[Stored data]

--- --- ---

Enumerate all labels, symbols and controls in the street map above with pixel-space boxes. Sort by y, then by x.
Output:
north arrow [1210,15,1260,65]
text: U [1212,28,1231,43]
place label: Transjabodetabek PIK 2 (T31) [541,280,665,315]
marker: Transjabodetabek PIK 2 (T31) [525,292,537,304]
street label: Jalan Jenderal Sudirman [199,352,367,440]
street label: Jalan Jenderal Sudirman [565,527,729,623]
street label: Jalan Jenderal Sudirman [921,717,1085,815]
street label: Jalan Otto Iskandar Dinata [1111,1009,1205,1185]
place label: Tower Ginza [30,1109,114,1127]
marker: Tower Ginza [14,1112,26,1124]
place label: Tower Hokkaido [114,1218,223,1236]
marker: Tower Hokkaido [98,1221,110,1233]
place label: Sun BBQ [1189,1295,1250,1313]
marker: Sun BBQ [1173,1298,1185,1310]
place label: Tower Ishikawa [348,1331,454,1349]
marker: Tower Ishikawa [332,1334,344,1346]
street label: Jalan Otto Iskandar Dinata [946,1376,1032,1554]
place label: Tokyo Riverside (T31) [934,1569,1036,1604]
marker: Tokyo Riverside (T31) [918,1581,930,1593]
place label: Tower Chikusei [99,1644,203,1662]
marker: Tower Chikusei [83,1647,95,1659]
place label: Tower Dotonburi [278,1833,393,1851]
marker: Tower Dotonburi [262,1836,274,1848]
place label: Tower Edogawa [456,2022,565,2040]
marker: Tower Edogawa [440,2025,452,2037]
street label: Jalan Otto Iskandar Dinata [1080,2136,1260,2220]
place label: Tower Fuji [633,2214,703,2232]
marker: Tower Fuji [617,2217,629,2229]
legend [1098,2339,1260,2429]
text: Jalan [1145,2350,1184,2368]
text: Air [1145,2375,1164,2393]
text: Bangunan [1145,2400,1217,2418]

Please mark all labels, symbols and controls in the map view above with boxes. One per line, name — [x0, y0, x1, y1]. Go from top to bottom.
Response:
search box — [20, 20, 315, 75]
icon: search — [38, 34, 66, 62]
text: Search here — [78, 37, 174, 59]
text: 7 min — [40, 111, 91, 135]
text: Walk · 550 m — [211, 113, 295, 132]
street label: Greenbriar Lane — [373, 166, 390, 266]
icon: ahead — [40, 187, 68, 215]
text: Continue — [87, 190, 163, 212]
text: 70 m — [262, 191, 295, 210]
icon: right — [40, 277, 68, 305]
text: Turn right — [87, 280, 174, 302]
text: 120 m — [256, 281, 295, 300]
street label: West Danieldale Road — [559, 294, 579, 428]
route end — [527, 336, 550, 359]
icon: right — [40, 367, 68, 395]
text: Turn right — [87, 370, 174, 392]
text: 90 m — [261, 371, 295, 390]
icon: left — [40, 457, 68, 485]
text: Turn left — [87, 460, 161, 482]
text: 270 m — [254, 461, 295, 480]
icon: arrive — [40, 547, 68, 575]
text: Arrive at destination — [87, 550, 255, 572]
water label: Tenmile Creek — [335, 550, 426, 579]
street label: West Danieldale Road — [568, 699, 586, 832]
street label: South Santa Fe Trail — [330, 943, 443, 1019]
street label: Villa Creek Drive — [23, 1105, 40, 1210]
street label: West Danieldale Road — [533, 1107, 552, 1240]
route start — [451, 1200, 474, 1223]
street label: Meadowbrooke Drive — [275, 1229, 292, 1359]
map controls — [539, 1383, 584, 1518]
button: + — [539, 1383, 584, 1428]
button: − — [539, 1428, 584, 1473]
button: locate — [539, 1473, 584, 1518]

--- --- ---

◆ WHAT IS BEING ASKED
Reproduce all of the records, keeping every character unchanged.

◆ EXERCISE RESPONSE
Enumerate all labels, symbols and controls in the street map above with pixel-space boxes. Sort by y, then by x.
Output:
north arrow [1210,15,1260,65]
text: U [1212,28,1231,43]
place label: Transjabodetabek PIK 2 (T31) [541,280,665,315]
marker: Transjabodetabek PIK 2 (T31) [525,292,537,304]
street label: Jalan Jenderal Sudirman [199,352,367,440]
street label: Jalan Jenderal Sudirman [565,527,729,623]
street label: Jalan Jenderal Sudirman [921,717,1085,815]
street label: Jalan Otto Iskandar Dinata [1111,1009,1205,1185]
place label: Tower Ginza [30,1109,114,1127]
marker: Tower Ginza [14,1112,26,1124]
place label: Tower Hokkaido [114,1218,223,1236]
marker: Tower Hokkaido [98,1221,110,1233]
place label: Sun BBQ [1189,1295,1250,1313]
marker: Sun BBQ [1173,1298,1185,1310]
place label: Tower Ishikawa [348,1331,454,1349]
marker: Tower Ishikawa [332,1334,344,1346]
street label: Jalan Otto Iskandar Dinata [946,1376,1032,1554]
place label: Tokyo Riverside (T31) [934,1569,1036,1604]
marker: Tokyo Riverside (T31) [918,1581,930,1593]
place label: Tower Chikusei [99,1644,203,1662]
marker: Tower Chikusei [83,1647,95,1659]
place label: Tower Dotonburi [278,1833,393,1851]
marker: Tower Dotonburi [262,1836,274,1848]
place label: Tower Edogawa [456,2022,565,2040]
marker: Tower Edogawa [440,2025,452,2037]
street label: Jalan Otto Iskandar Dinata [1080,2136,1260,2220]
place label: Tower Fuji [633,2214,703,2232]
marker: Tower Fuji [617,2217,629,2229]
legend [1098,2339,1260,2429]
text: Jalan [1145,2350,1184,2368]
text: Air [1145,2375,1164,2393]
text: Bangunan [1145,2400,1217,2418]

Please mark all labels, symbols and controls in the map view above with boxes. One per line, name — [x0, y0, x1, y1]. Go from top to bottom.
Response:
search box — [20, 20, 315, 75]
icon: search — [38, 34, 66, 62]
text: Search here — [78, 37, 174, 59]
text: 7 min — [40, 111, 91, 135]
text: Walk · 550 m — [211, 113, 295, 132]
street label: Greenbriar Lane — [373, 166, 390, 266]
icon: ahead — [40, 187, 68, 215]
text: Continue — [87, 190, 163, 212]
text: 70 m — [262, 191, 295, 210]
icon: right — [40, 277, 68, 305]
text: Turn right — [87, 280, 174, 302]
text: 120 m — [256, 281, 295, 300]
street label: West Danieldale Road — [559, 294, 579, 428]
route end — [527, 336, 550, 359]
icon: right — [40, 367, 68, 395]
text: Turn right — [87, 370, 174, 392]
text: 90 m — [261, 371, 295, 390]
icon: left — [40, 457, 68, 485]
text: Turn left — [87, 460, 161, 482]
text: 270 m — [254, 461, 295, 480]
icon: arrive — [40, 547, 68, 575]
text: Arrive at destination — [87, 550, 255, 572]
water label: Tenmile Creek — [335, 550, 426, 579]
street label: West Danieldale Road — [568, 699, 586, 832]
street label: South Santa Fe Trail — [330, 943, 443, 1019]
street label: Villa Creek Drive — [23, 1105, 40, 1210]
street label: West Danieldale Road — [533, 1107, 552, 1240]
route start — [451, 1200, 474, 1223]
street label: Meadowbrooke Drive — [275, 1229, 292, 1359]
map controls — [539, 1383, 584, 1518]
button: + — [539, 1383, 584, 1428]
button: − — [539, 1428, 584, 1473]
button: locate — [539, 1473, 584, 1518]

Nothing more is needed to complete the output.